The acute and chronic exposure calculations were compared to current EU TRVs (FAO, 2005a,b), noting that during the experts' meeting on mammalian toxicology held in January 2023, the experts concluded that these TRVs do not comply with the current scientific standards and therefore recommended to withdraw the existing EU TRVs (see Section 3). Thus, the risk assessment requested in ToR 5 and presented in this review is indicative only.

Screenshots of the report sheets of the indicative PRIMo calculations for scenarios 1A, 1B and 2 are presented in Appendix B.

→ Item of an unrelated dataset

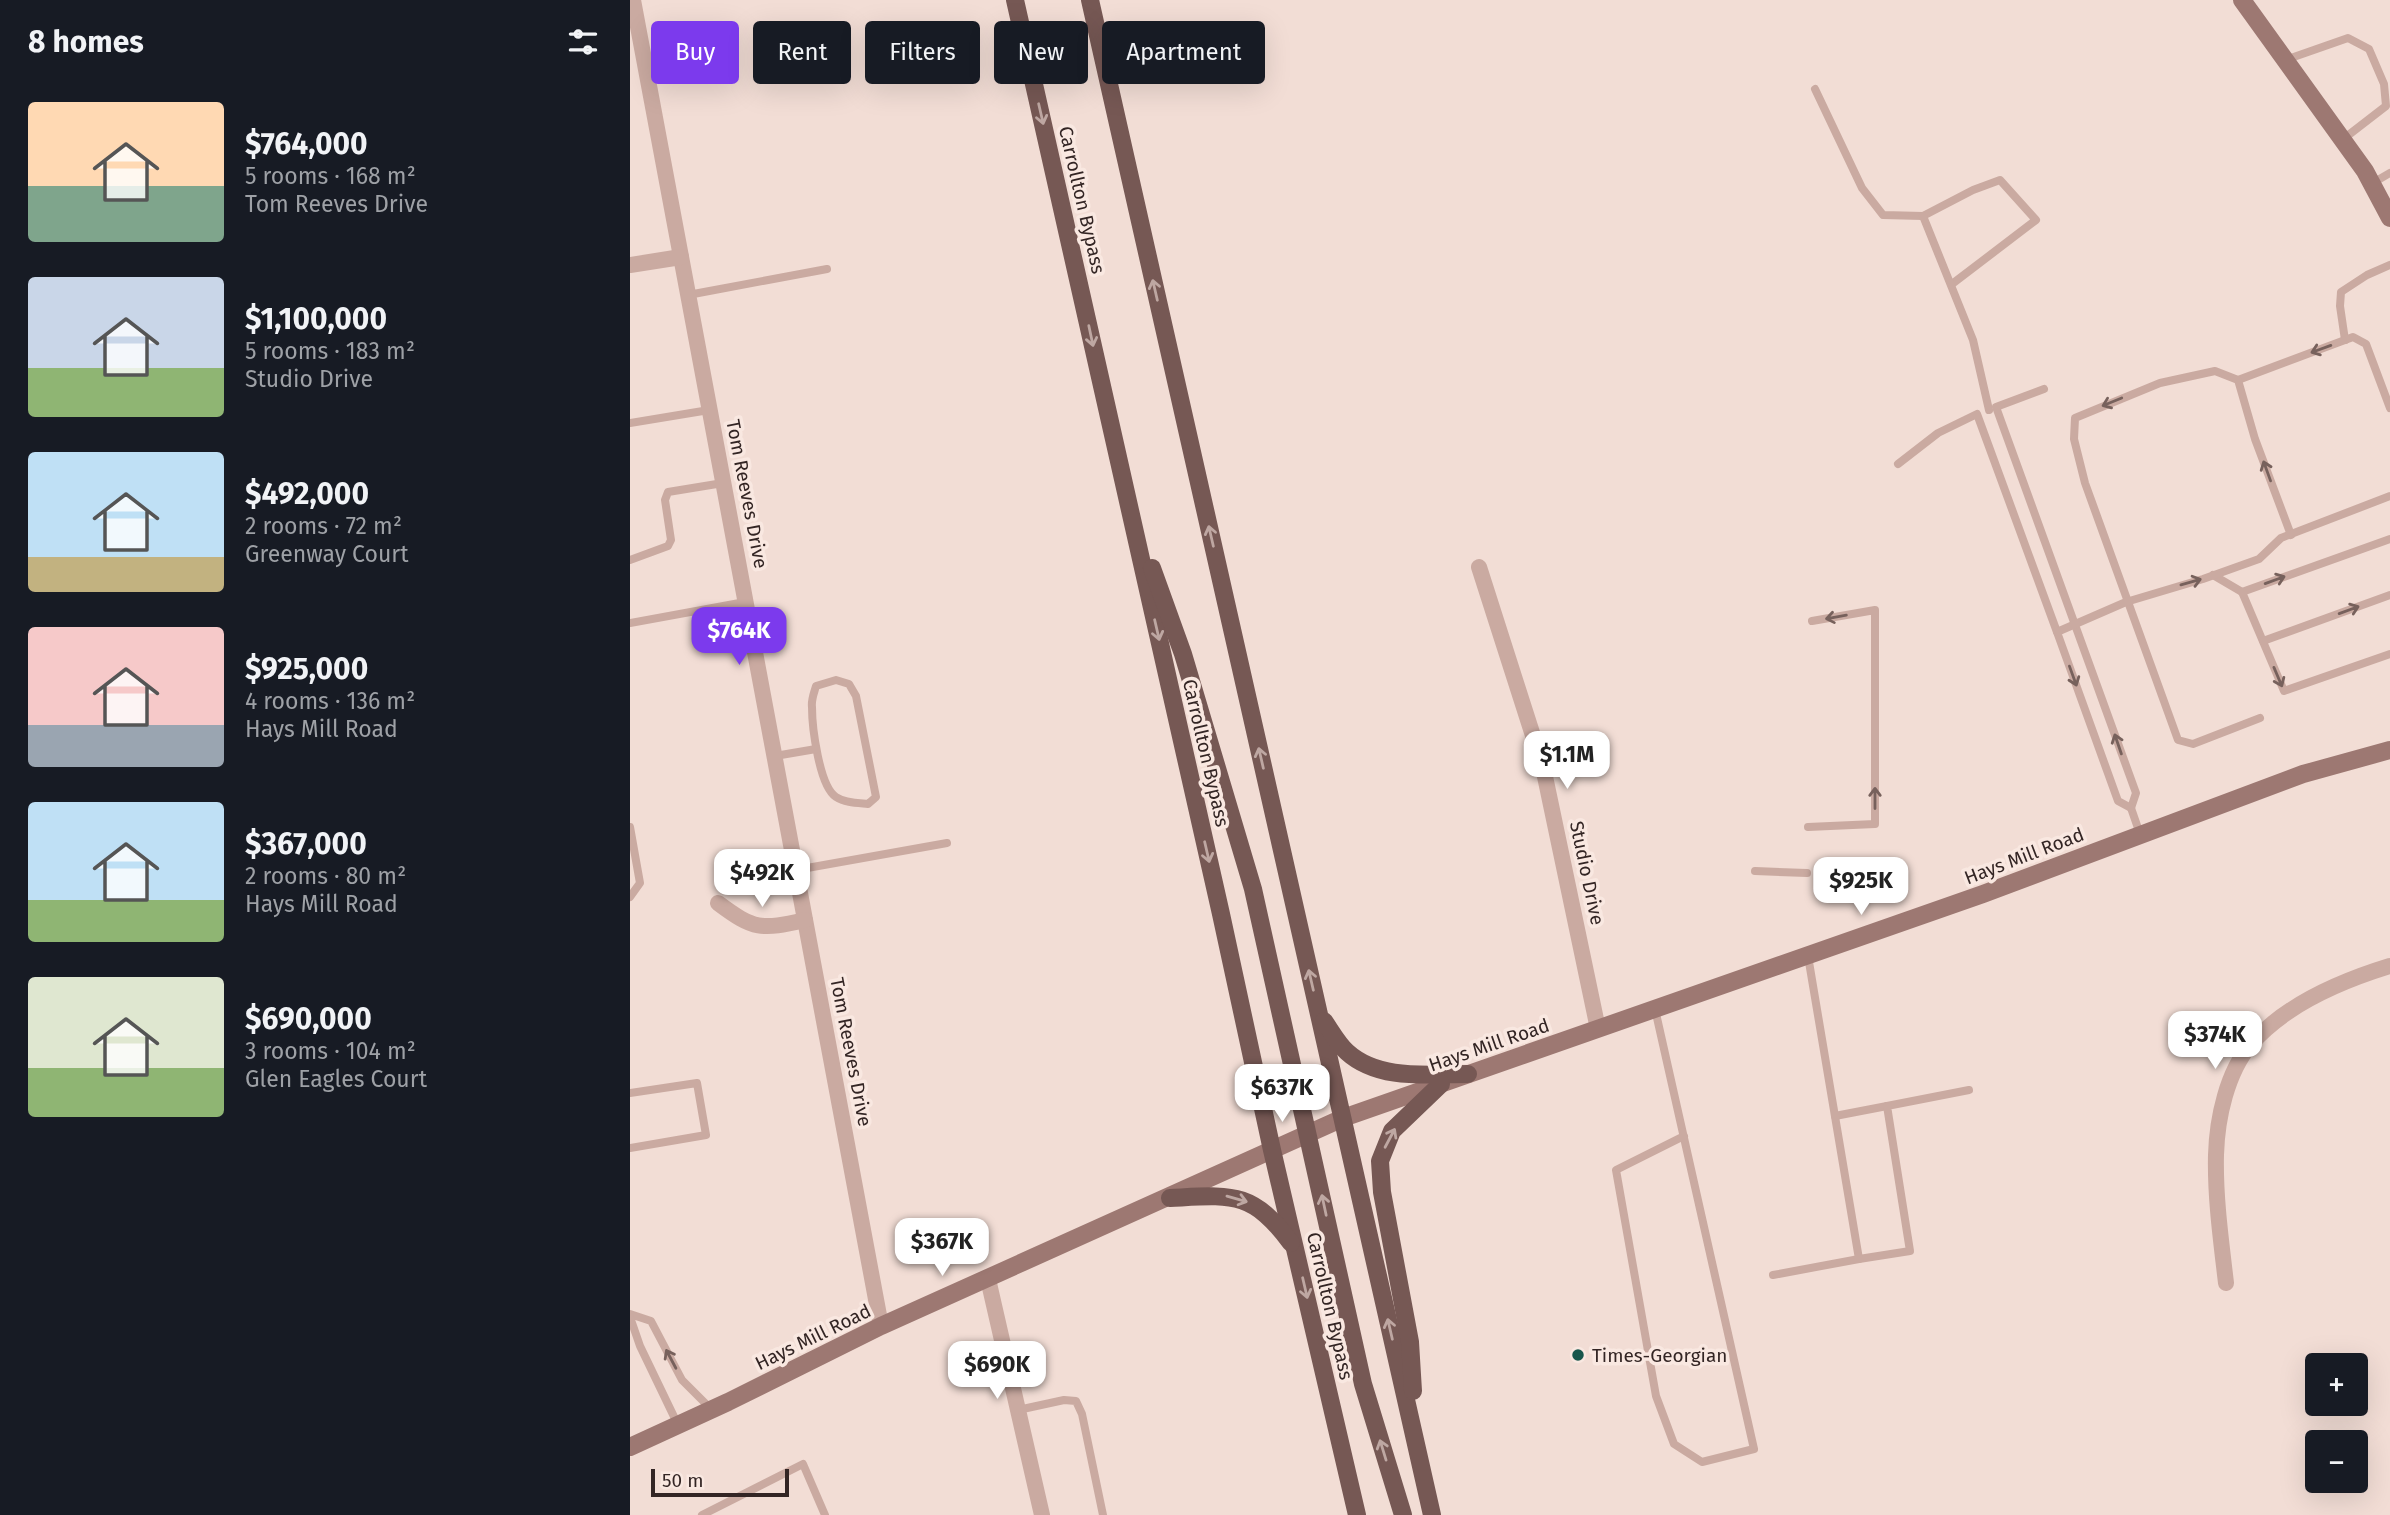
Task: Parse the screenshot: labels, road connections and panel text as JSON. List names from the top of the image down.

In scenarios 1A, 1B and 2, the highest chronic exposure was calculated for NL toddler, representing respectively 51%, 44% and 42% of the ADI. The contribution of the MRLs set at the LOQ to the exposure represents 38% of the ADI for scenario 1A and 42% of the ADI for both scenarios 1B and scenario 2.

The highest acute exposure was calculated for apples in scenario 1A, representing 86% of the ARfD.

The toxicological assessment revealed deficiencies regarding the toxicological studies available for azocyclotin and cyhexatin (EFSA, 2023a) which do not fully comply with the current scientific standards. Considering the high level of uncertainty affecting the TRVs derived in 2005, EFSA did not confirm the previously derived TRVs. Therefore, the risk assessment cannot be finalised.

Conclusions and recommendations

The metabolism of azocyclotin and cyhexatin in plants and animals was previously investigated in the framework of the EU evaluation (Italy, 2008a,b) as well as by JMPR (FAO, 2005a,b). According to the results of the metabolism studies assessed, the residue definition for enforcement and risk assessment, both for plant and animal products, is the sum of azocyclotin and cyhexatin, expressed as cyhexatin.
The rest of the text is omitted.